» **DATA EXCERPTS**:
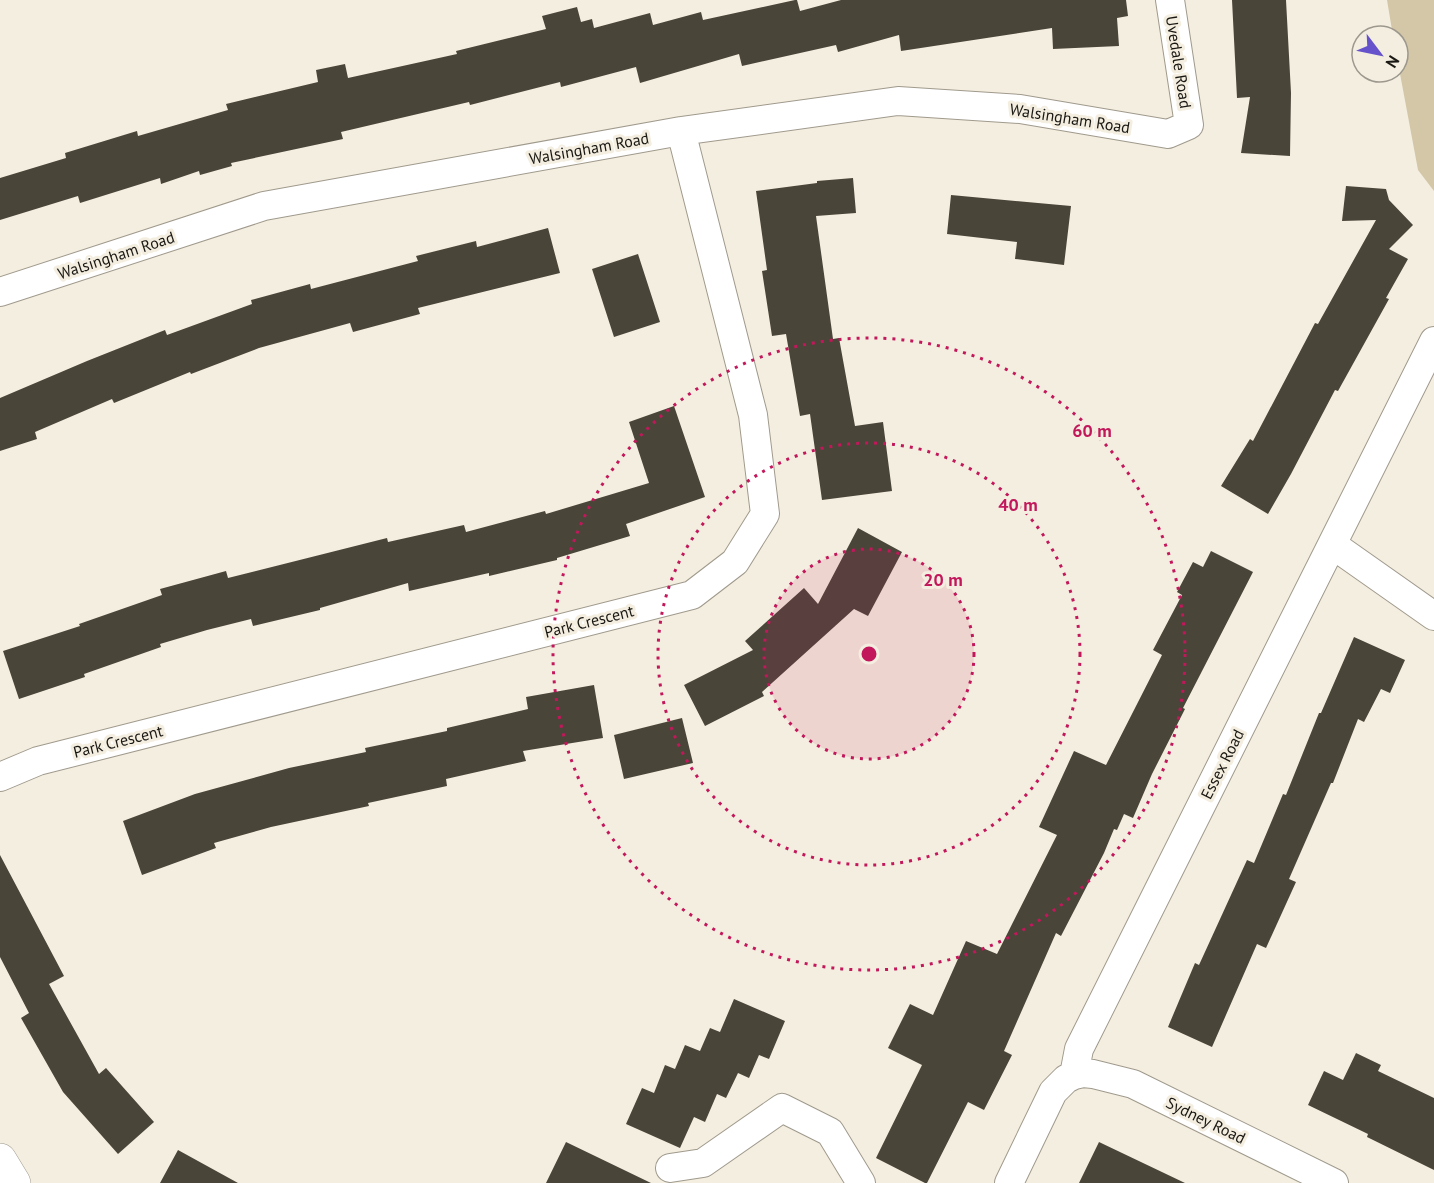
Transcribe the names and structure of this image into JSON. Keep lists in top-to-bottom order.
{
  "streets": {
    "street": [
      "Uvedale Road",
      "Walsingham Road",
      "Park Crescent",
      "Essex Road",
      "Sydney Road"
    ]
  },
  "crossings": [
    ["Uvedale Road", "Walsingham Road"],
    ["Walsingham Road", "Park Crescent"],
    ["Essex Road", "Sydney Road"]
  ],
  "north": "bottom right",
  "rings": ["60 m", "40 m", "20 m"]
}
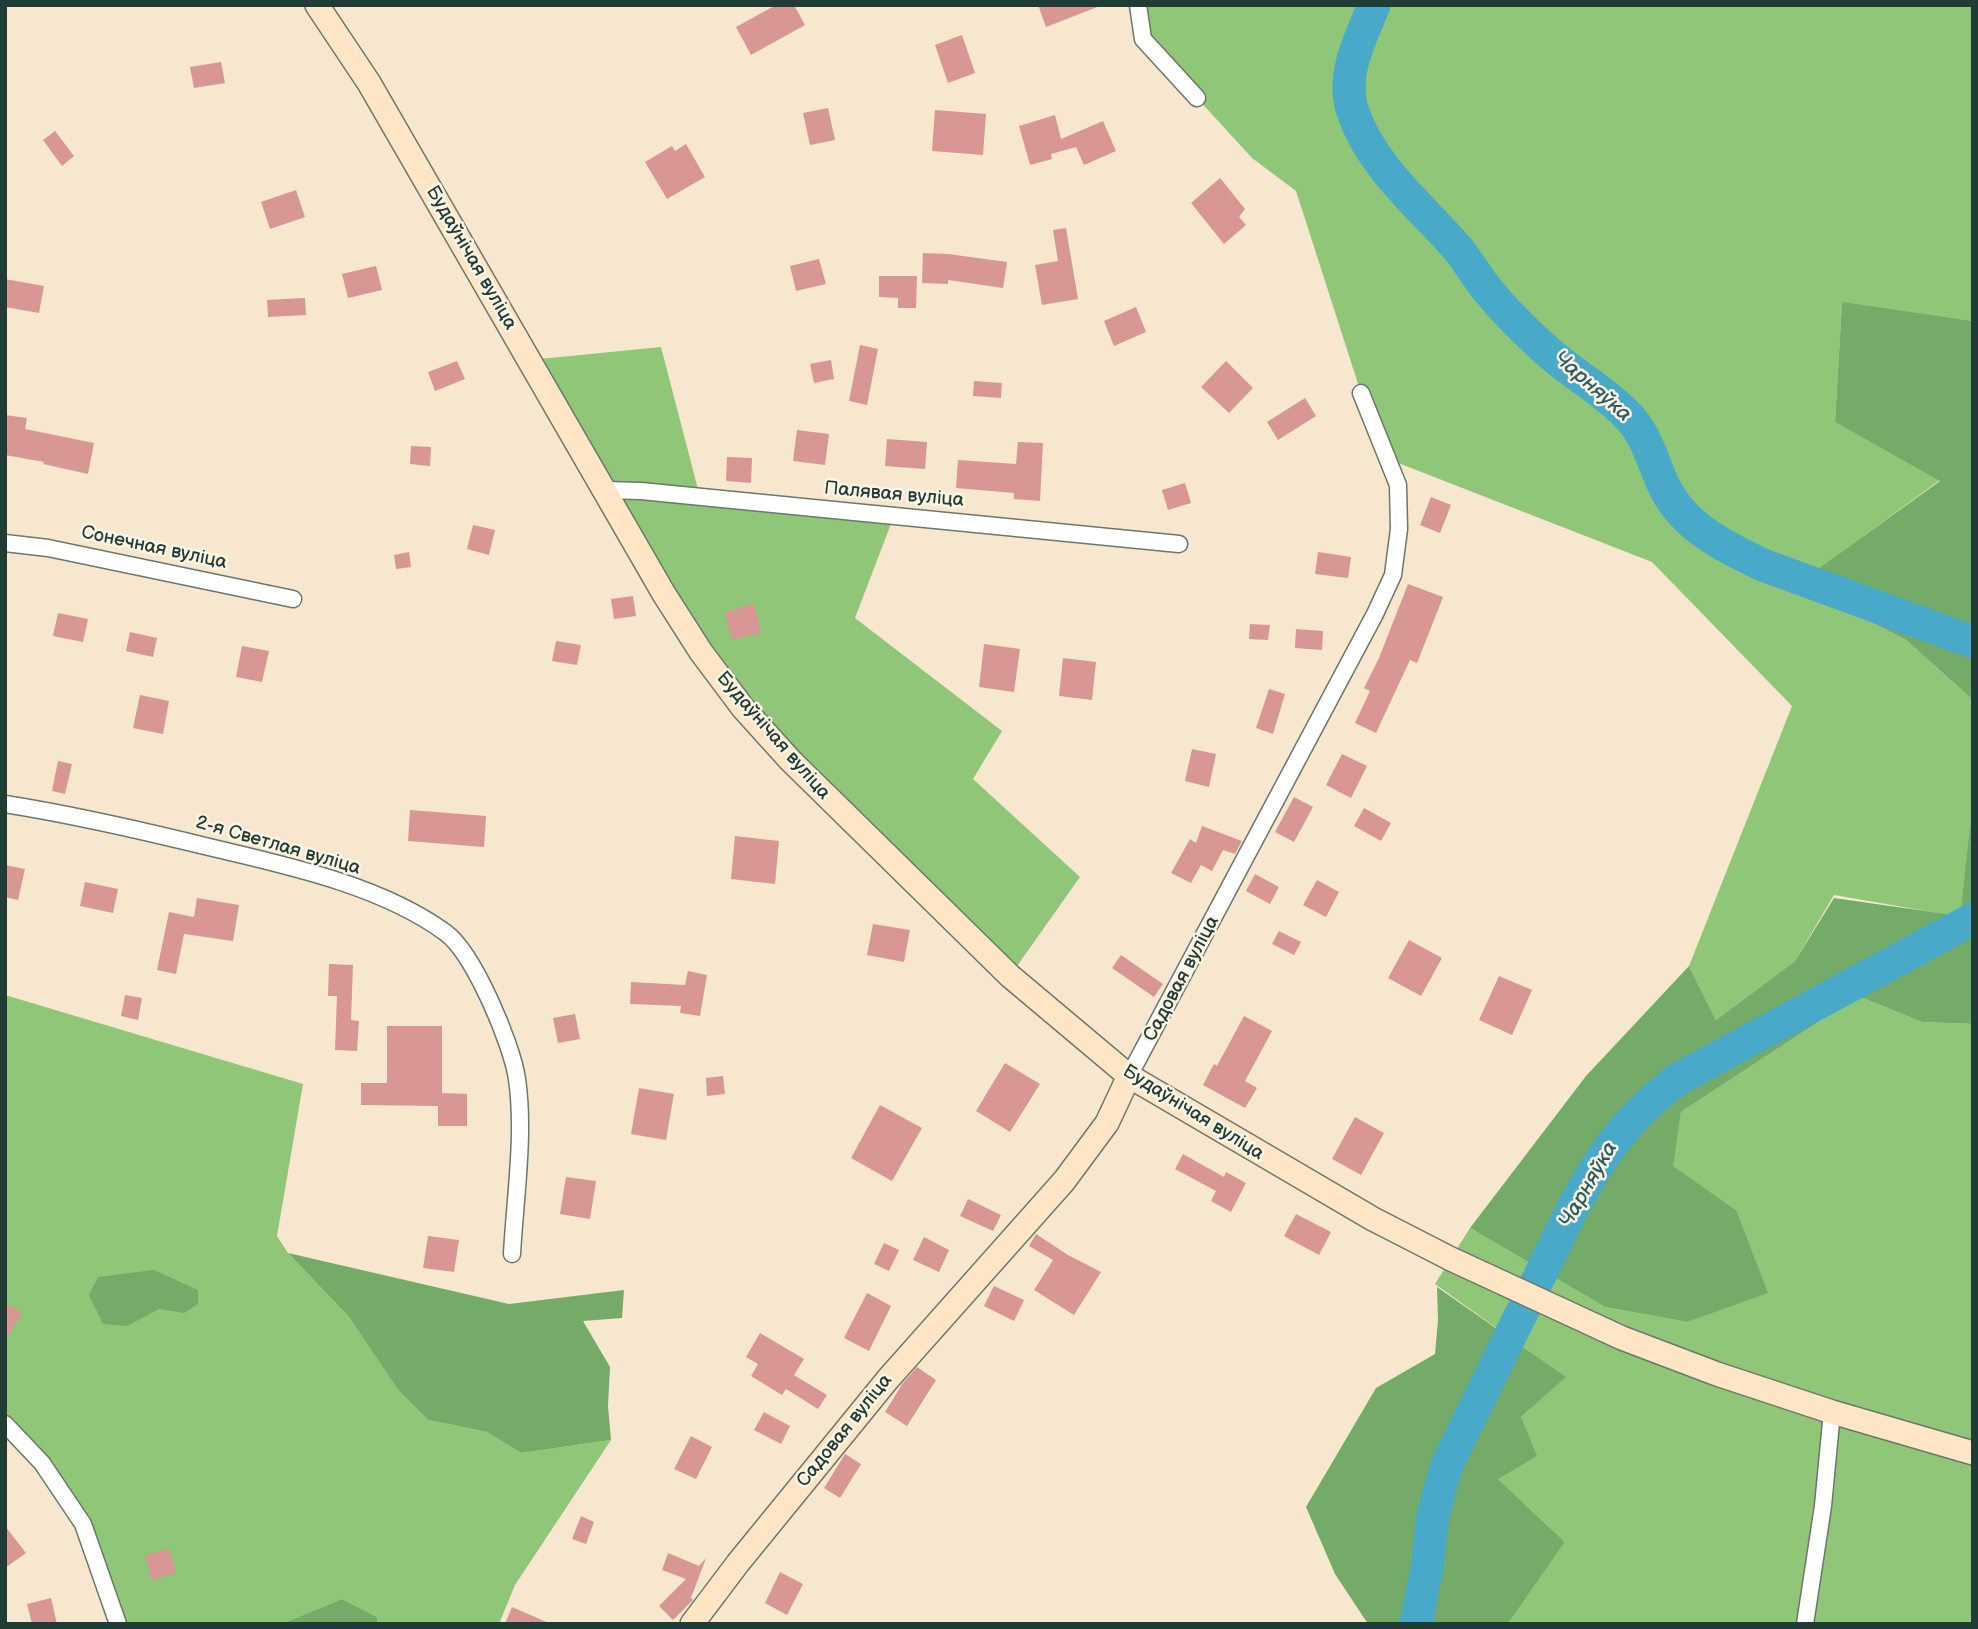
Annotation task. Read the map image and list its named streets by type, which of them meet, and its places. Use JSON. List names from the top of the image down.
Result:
{
  "streets": {
    "main road": ["Будаўнічая вуліца", "Садовая вуліца"],
    "street": ["Палявая вуліца", "Сонечная вуліца", "2-я Светлая вуліца"]
  },
  "crossings": [
    ["Будаўнічая вуліца", "Палявая вуліца"],
    ["Будаўнічая вуліца", "Садовая вуліца"]
  ],
  "water": ["Чарняўка"]
}
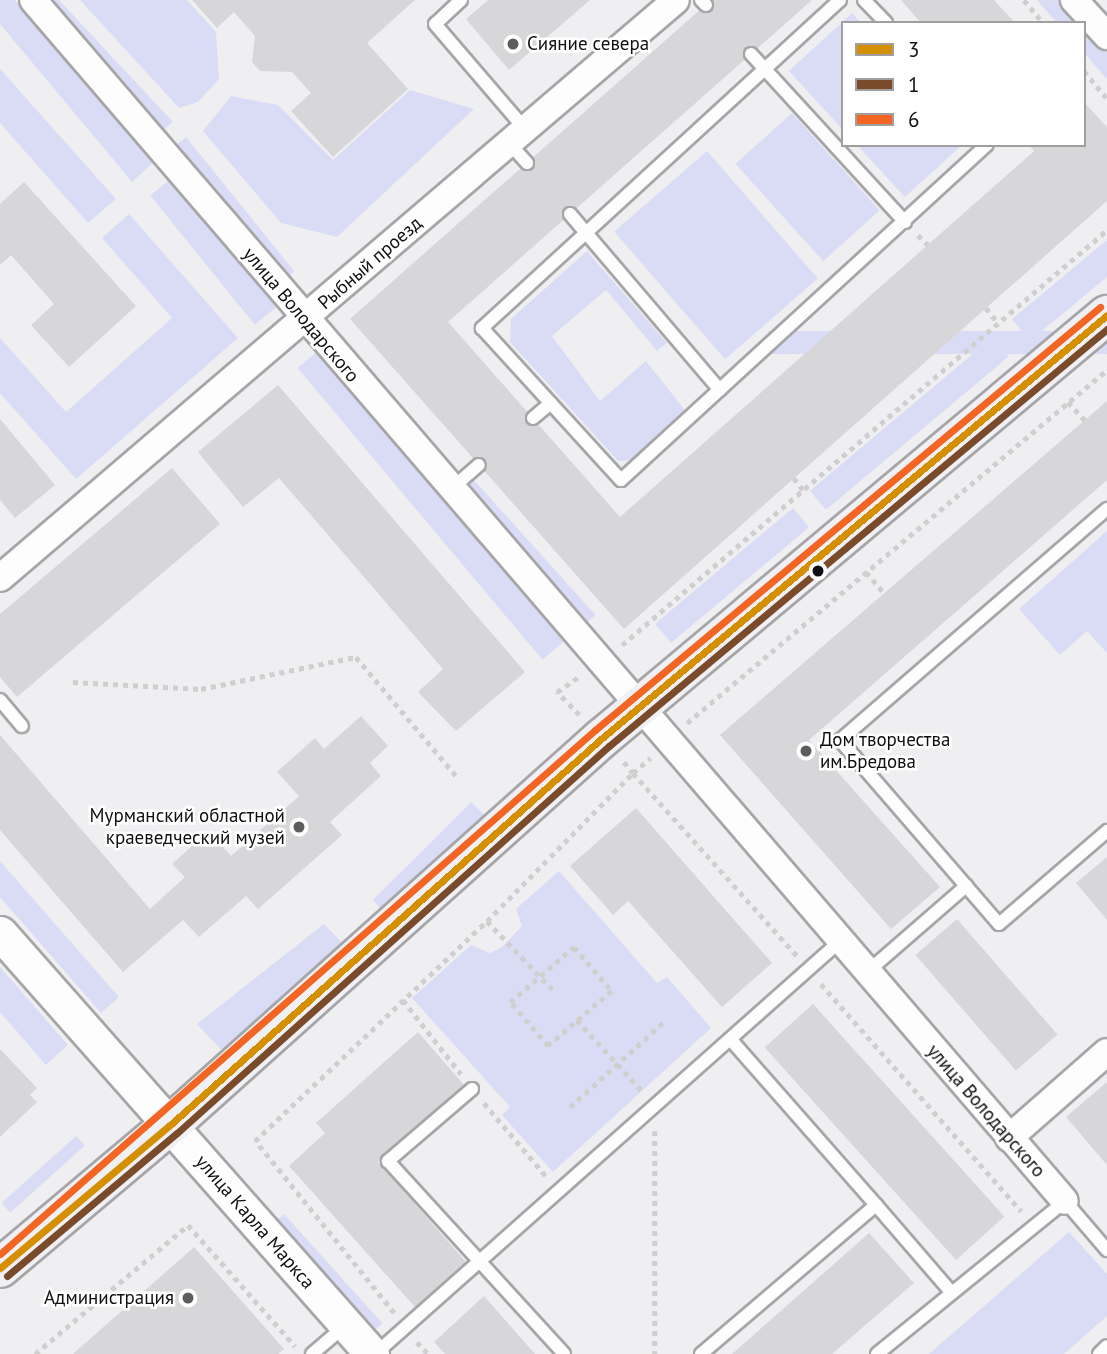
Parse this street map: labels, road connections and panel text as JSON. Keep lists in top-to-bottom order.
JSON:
{
  "streets": {
    "street": ["Рыбный проезд", "улица Володарского", "улица Карла Маркса"]
  },
  "crossings": [
    ["Рыбный проезд", "улица Володарского"]
  ],
  "places": [
    "Сияние севера",
    "Дом творчества им.Бредова",
    "Мурманский областной краеведческий музей",
    "Администрация"
  ],
  "lines": ["transit line 6", "transit line 3", "transit line 1"],
  "legend": ["3", "1", "6"]
}
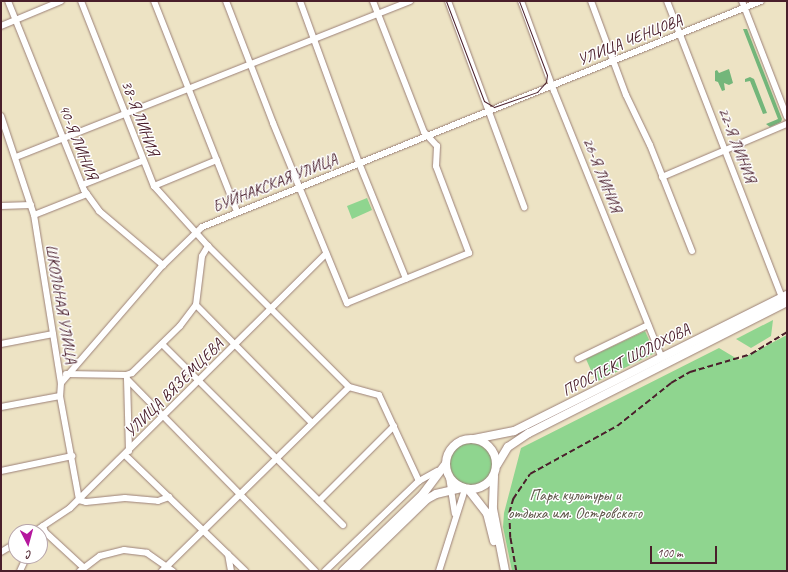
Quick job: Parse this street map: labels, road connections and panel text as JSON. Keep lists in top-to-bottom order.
{
  "streets": {
    "main road": ["ПРОСПЕКТ ШОЛОХОВА"],
    "street": [
      "УЛИЦА ЧЕНЦОВА",
      "38-Я ЛИНИЯ",
      "40-Я ЛИНИЯ",
      "22-Я ЛИНИЯ",
      "26-Я ЛИНИЯ",
      "БУЙНАКСКАЯ УЛИЦА",
      "ШКОЛЬНАЯ УЛИЦА",
      "УЛИЦА ВЯЗЕМЦЕВА"
    ]
  },
  "crossings": [
    ["УЛИЦА ЧЕНЦОВА", "22-Я ЛИНИЯ"],
    ["УЛИЦА ЧЕНЦОВА", "26-Я ЛИНИЯ"],
    ["УЛИЦА ЧЕНЦОВА", "БУЙНАКСКАЯ УЛИЦА"],
    ["38-Я ЛИНИЯ", "БУЙНАКСКАЯ УЛИЦА"],
    ["38-Я ЛИНИЯ", "УЛИЦА ВЯЗЕМЦЕВА"],
    ["40-Я ЛИНИЯ", "БУЙНАКСКАЯ УЛИЦА"],
    ["22-Я ЛИНИЯ", "ПРОСПЕКТ ШОЛОХОВА"],
    ["26-Я ЛИНИЯ", "БУЙНАКСКАЯ УЛИЦА"],
    ["26-Я ЛИНИЯ", "ПРОСПЕКТ ШОЛОХОВА"],
    ["БУЙНАКСКАЯ УЛИЦА", "ШКОЛЬНАЯ УЛИЦА"],
    ["ШКОЛЬНАЯ УЛИЦА", "УЛИЦА ВЯЗЕМЦЕВА"]
  ],
  "parks": ["Парк культуры и отдыха им. Островского"],
  "scale_bar": "100 m",
  "north": "bottom"
}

» **TO DO**: Go through the entries and retype each one exactly, skipping any image.

» **RESPONSE AREA**:
Transcribe the names and structure of this image into JSON. Keep lists in top-to-bottom order.
{
  "streets": {
    "street": [
      "Uvedale Road",
      "Walsingham Road",
      "Park Crescent",
      "Essex Road",
      "Sydney Road"
    ]
  },
  "crossings": [
    ["Uvedale Road", "Walsingham Road"],
    ["Walsingham Road", "Park Crescent"],
    ["Essex Road", "Sydney Road"]
  ],
  "north": "bottom right",
  "rings": ["60 m", "40 m", "20 m"]
}
Annotation task. Read the map image and list its named streets by type, which of them meet, and its places. Use JSON. List names from the top of the image down.
Result:
{
  "streets": {
    "main road": ["Будаўнічая вуліца", "Садовая вуліца"],
    "street": ["Палявая вуліца", "Сонечная вуліца", "2-я Светлая вуліца"]
  },
  "crossings": [
    ["Будаўнічая вуліца", "Палявая вуліца"],
    ["Будаўнічая вуліца", "Садовая вуліца"]
  ],
  "water": ["Чарняўка"]
}
Parse this street map: labels, road connections and panel text as JSON. Keep lists in top-to-bottom order.
JSON:
{
  "streets": {
    "street": ["Рыбный проезд", "улица Володарского", "улица Карла Маркса"]
  },
  "crossings": [
    ["Рыбный проезд", "улица Володарского"]
  ],
  "places": [
    "Сияние севера",
    "Дом творчества им.Бредова",
    "Мурманский областной краеведческий музей",
    "Администрация"
  ],
  "lines": ["transit line 6", "transit line 3", "transit line 1"],
  "legend": ["3", "1", "6"]
}
Quick job: Parse this street map: labels, road connections and panel text as JSON. Keep lists in top-to-bottom order.
{
  "streets": {
    "main road": ["ПРОСПЕКТ ШОЛОХОВА"],
    "street": [
      "УЛИЦА ЧЕНЦОВА",
      "38-Я ЛИНИЯ",
      "40-Я ЛИНИЯ",
      "22-Я ЛИНИЯ",
      "26-Я ЛИНИЯ",
      "БУЙНАКСКАЯ УЛИЦА",
      "ШКОЛЬНАЯ УЛИЦА",
      "УЛИЦА ВЯЗЕМЦЕВА"
    ]
  },
  "crossings": [
    ["УЛИЦА ЧЕНЦОВА", "22-Я ЛИНИЯ"],
    ["УЛИЦА ЧЕНЦОВА", "26-Я ЛИНИЯ"],
    ["УЛИЦА ЧЕНЦОВА", "БУЙНАКСКАЯ УЛИЦА"],
    ["38-Я ЛИНИЯ", "БУЙНАКСКАЯ УЛИЦА"],
    ["38-Я ЛИНИЯ", "УЛИЦА ВЯЗЕМЦЕВА"],
    ["40-Я ЛИНИЯ", "БУЙНАКСКАЯ УЛИЦА"],
    ["22-Я ЛИНИЯ", "ПРОСПЕКТ ШОЛОХОВА"],
    ["26-Я ЛИНИЯ", "БУЙНАКСКАЯ УЛИЦА"],
    ["26-Я ЛИНИЯ", "ПРОСПЕКТ ШОЛОХОВА"],
    ["БУЙНАКСКАЯ УЛИЦА", "ШКОЛЬНАЯ УЛИЦА"],
    ["ШКОЛЬНАЯ УЛИЦА", "УЛИЦА ВЯЗЕМЦЕВА"]
  ],
  "parks": ["Парк культуры и отдыха им. Островского"],
  "scale_bar": "100 m",
  "north": "bottom"
}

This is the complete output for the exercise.